As per the latest reports on the Australian Bushfires, the animal and the plant species living in the region of these Australian Bushfires have suffered major losses. More than half a billion animals have alone died in these Australian Bushfires since the day they began.

Ecologists working at the University of Sidney have made an estimate that nearly 500 million species of birds, reptiles, and mammals have been lost as a result of these deadly bushfires.

This figure is now expected to increase in the coming days as they Australian Bushfires have now started to tear down the region of Victoria as well as the NSW South Coast in the last few days. Not only animals but also countless people have died as a result of these bushfires and many still remain missing. Thousands of houses have been burned down to ashes.

Earlier on the morning of January 1st, 2020, the fires already spread across the Victoria region and the NSW Coast has burned down millions of hectares of the National Park land.

The scenes of these Australian Bushfires are horrifying where one can see the Kangaroos hoping away to save their lives while the charred dead bodies of the Koalas and the cockatoos are falling off the trees.

The animal that suffered the most brunt of these Australian Bushfires is Koala which is the native species of Australia. They are the slow-moving animals that only rely on eucalyptus leaves for sustenance. These leaves are filled with natural oils which make them highly flammable.
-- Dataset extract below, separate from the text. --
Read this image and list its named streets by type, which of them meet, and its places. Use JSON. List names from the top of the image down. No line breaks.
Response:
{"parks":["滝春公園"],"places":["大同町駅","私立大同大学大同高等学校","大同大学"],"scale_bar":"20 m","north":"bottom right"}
Almost one-third of the Koala population in the region, which is about 8000 Koalas are believed to have been lost in these Australian Bushfires during the course of 4 months.

Dr. Kellie Leigh, the executive director of Science for Wildlife said that there are no resources nor is there any planning to save this Koala population form this deadly threat.

An alliance for the 13 organization called Stand Up For Nature is now calling or an immediate halt on the logging of the native forests in the NSW region until the deadly impacts of these bushfires on the habitat are understood.

Susan Ley, the Environmental Minister of Australia said that the true number of animals who have died in these bushfires cannot be known until the fires completely calm down. Until then no proper assessment of the damage can be made.